6. Excessive use of social media

Excessive use of social media can lead to anxiety and reduce confidence in teens, according to a research. Adults are not an exception from the potential mental health issues that social media overuse can bring. Being on social media constantly can lead to feelings of inadequacy and jealousy from comparing themselves to others. Social media use can also generate feelings of loneliness. Given this, social media use is linked to increased risks of depression and anxiety.

7. Phone dependence

While having a smartphone can be rewarding with all its convenience and fun apps, being constantly glued to it is another story. Some mental health experts believe that using smartphone can lead to a kind of addiction with users instinctively checking for updates and notifications. The rise of smartphone use and social media has also led other anxiety issues such as “fear of missing out”, which causes people to check their device all the time. Overuse of smartphone has the potential of aggravating depression, chronic stress, and low confidence.

8. Poor sleeping habits

Your brain only recovers and rests when you sleep. When you do, it gets restored, ready to take on another day. Compromising quality of sleep, however, is bad for your mental wellness. Losing sleep for 1-2 nights results to weakness, irritability, and inability to concentrate. But consistently sleeping poorly can cause serious harm to your mental health.

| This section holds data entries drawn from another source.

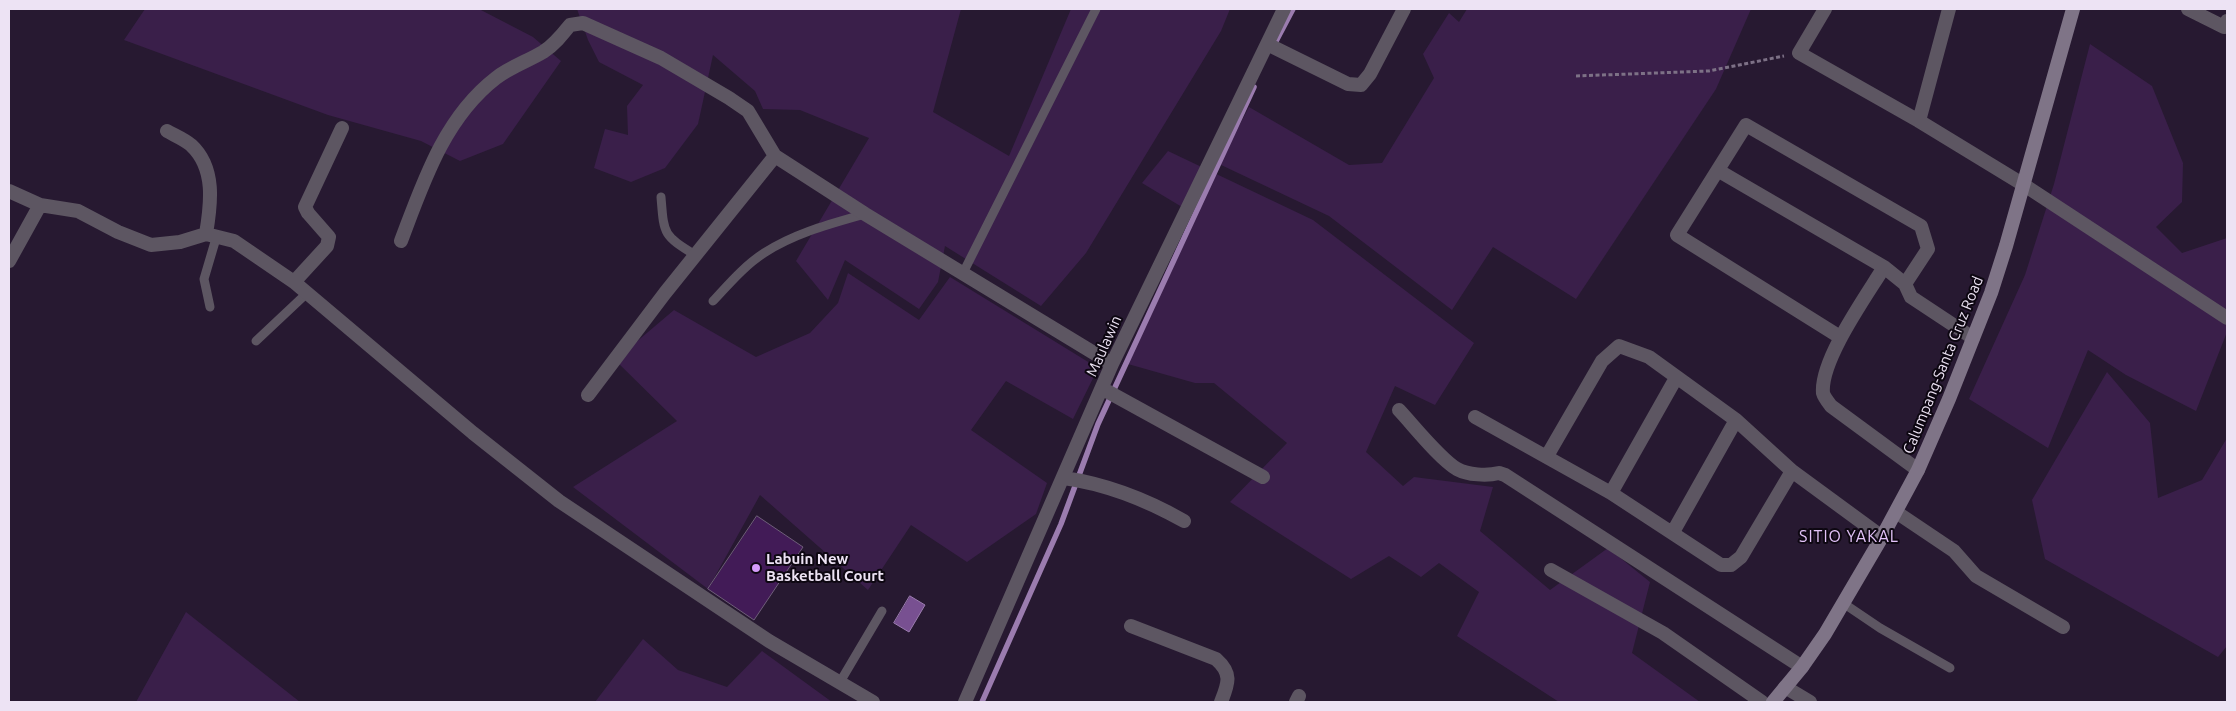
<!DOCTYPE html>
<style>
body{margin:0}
#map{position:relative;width:2236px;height:711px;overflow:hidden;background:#271931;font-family:Ubuntu,sans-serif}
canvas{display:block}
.frame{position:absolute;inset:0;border:10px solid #ede3f4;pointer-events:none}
</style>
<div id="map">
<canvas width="2236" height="711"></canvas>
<div class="frame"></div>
</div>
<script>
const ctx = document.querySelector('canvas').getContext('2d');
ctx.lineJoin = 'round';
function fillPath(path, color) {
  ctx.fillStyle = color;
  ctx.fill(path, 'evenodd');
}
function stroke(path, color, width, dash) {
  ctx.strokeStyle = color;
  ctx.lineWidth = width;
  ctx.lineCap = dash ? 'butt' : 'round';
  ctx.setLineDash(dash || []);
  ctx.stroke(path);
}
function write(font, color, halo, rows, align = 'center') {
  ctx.font = font + ' Ubuntu,sans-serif';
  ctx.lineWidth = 4;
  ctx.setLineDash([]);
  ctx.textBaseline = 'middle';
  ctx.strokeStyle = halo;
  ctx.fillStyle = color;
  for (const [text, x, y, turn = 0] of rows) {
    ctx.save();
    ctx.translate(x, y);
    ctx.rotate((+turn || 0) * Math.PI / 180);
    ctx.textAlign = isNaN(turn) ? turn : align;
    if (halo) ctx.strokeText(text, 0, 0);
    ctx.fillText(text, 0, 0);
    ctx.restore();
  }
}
const green = new Path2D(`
 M 145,9 L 479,9 L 533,37 L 561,61 L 503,144 L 460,161 L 421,141 L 328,115 L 124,40 Z
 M 577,9 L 961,9 L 933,112 L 1009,156 L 1071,9 L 1230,9 L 1221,31 L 1086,253 L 1041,306 L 945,246 L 938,282 L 919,309 L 845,260 L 828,300 L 796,261 L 869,138 L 800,110 L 763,109 L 755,91 L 713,55 L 698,124 L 665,168 L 631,182 L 594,168 L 605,129 L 628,135 L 627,106 L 643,85 L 599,62 L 588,40 Z
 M 1467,9 L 1751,9 L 1716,89 L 1576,299 L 1493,247 L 1452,310 L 1329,216 L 1219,164 L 1249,107 L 1349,165 L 1382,163 L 1434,78 L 1423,54 L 1449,13 L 1459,22 Z
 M 2090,44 L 2152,86 L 2183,163 L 2182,202 L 2156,227 L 2182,253 L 2227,238 L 2227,332 L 2196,411 L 2126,375 L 2088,350 L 2048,448 L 1969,399 L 2025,275 L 2054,184 Z
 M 1168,151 L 1313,220 L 1474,343 L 1435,405 L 1395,386 L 1366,452 L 1403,486 L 1414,477 L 1493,487 L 1480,531 L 1550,590 L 1608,548 L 1650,582 L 1632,653 L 1700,702 L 1559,702 L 1457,636 L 1479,592 L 1439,563 L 1421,577 L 1389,556 L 1351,579 L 1230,502 L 1287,443 L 1214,383 L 1195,383 L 1128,364 L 1197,216 L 1142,183 Z
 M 848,273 L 919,320 L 950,277 L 1098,368 L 1073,419 L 1006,381 L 971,430 L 1047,483 L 1036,514 L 967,562 L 911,525 L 868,590 L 760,495 L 708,589 L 573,487 L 677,421 L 615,360 L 674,310 L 756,357 L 810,333 L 838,303 Z
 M 2107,372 L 2150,423 L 2158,498 L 2202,480 L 2227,438 L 2227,646 L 2218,657 L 2045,559 L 2032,500 Z
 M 186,612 L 300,702 L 136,702 Z
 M 643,639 L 678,670 L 727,687 L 762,651 L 832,702 L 595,702 Z`);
const water = new Path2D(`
 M 910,596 L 925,605 L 909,632 L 894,623 Z`);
const stream = new Path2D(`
 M 1273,47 L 1293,9
 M 982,702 L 1061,524 L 1098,424 L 1254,87`);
const building = new Path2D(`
 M 757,516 L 803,547 L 754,620 L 708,589 Z`);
const path = new Path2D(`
 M 1576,76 L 1709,71 L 1784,56`);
const service = new Path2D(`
 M 661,197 C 664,235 663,235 695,255
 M 963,273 L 1096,9
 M 713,301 C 729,284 744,266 764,253 C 795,233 830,224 865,214
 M 210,307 L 204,279 L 217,235
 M 256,341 L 306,294
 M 1843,603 L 1880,628 L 1950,668
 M 840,682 L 882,611`);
const minor = new Path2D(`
 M 1825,9 L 1799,53 L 1919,121 L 2024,185 L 2227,318
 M 2188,9 L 2224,27 L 2227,21
 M 1267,44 L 1348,84 L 1361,85 L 1370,74 L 1404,9
 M 1919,121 L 1949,9
 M 167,131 C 174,135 184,139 191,145 C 216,168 211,204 206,234
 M 1719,171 L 1884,267 L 1905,284 L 1911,297 L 1973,338
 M 9,191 L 40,205 L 78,211 L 118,232 L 151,245 L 180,242 L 206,234 L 234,241 L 294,282 L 473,433 L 559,501 L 769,641 L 873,702
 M 401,241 C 423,183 444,118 496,78 C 510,67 528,61 543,52 C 554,45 562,35 570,25 L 583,23 L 661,58 L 729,98 L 748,111 L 775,156
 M 9,261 L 40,205
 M 1884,267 C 1867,295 1820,360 1823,393 C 1824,397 1828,402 1831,406 L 1918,470
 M 294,282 L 327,246 L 329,237 L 308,213 L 305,207 L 342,128
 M 1840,337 L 1677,235 L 1746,125 L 1921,226 L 1928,249 L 1905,284
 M 1103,389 L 1263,477
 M 588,395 L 665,293 L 775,156 L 865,214 L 1112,364
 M 1399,410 C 1414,426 1439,458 1457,469 C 1468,475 1487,476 1499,473 L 1505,475 L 1802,667
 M 1475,417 L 1611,493 L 1721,565 L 1731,565 L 1741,557 L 1792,471
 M 1547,456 L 1602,361 L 1619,346 L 1649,357 L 1736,420 L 1792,471 L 1882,537
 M 1064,478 C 1106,484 1147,500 1184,521
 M 1611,493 L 1676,378
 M 1896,512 L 1954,551 L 1976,576 L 2063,627
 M 1673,532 L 1736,420
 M 1551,570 L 1663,633 L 1762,702
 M 1131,626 L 1216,659 C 1233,674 1228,684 1221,702
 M 1785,687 L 1810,702
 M 965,702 L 1112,364 L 1284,9
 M 1296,702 L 1299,696`);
const secondary = new Path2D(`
 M 1773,702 L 1802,667 L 1825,634 L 1882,537 L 1918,470 L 1949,399 L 1991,293 L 2006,246 L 2073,9`);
const markers = [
 [756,568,5,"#d59bfa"]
];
const streetNames = [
 ["Maulawin",1104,346,-66],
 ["Calumpang-Santa Cruz Road",1943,365,-68]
];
const poiNames = [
 ["Labuin New",766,559],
 ["Basketball Court",766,576]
];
const neighbourhoodNames = [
 ["SITIO YAKAL",1849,537]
];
fillPath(green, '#3a1f4a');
fillPath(water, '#785091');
stroke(water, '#9b7caf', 1);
stroke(stream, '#9b7caf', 5.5);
fillPath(building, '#421b57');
stroke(building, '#6f5e7a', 1);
stroke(path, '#7d7186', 3, [4, 2.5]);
stroke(service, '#5d5662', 9);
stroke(minor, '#5d5662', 14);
stroke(secondary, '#7f7487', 14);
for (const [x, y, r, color] of markers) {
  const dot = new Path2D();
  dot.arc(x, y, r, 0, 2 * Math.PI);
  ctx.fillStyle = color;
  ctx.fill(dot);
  stroke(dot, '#0d0711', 2);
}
write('15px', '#ede3f4', '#0d0711', streetNames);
write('bold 15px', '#ede3f4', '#0d0711', poiNames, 'left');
ctx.letterSpacing = '1px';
write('16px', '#e3c3f9', '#0d0711', neighbourhoodNames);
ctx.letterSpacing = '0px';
</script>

A study shows that people who suffer from mental issues have the tendency to sleep insufficiently. As a matter of fact 60-90 percent of people with depression also struggle with insomnia.

Presently, researchers believe that poor sleep can contribute to the development of mental issues. Consequently, addressing a sleep disorder can help lessen mental health symptoms.

You have poor sleep habits if: you’re sleep deprived; you drink caffeine late at night; you engage in stressful circumstances prior your bedtime; and you use gadgets before you go to sleep.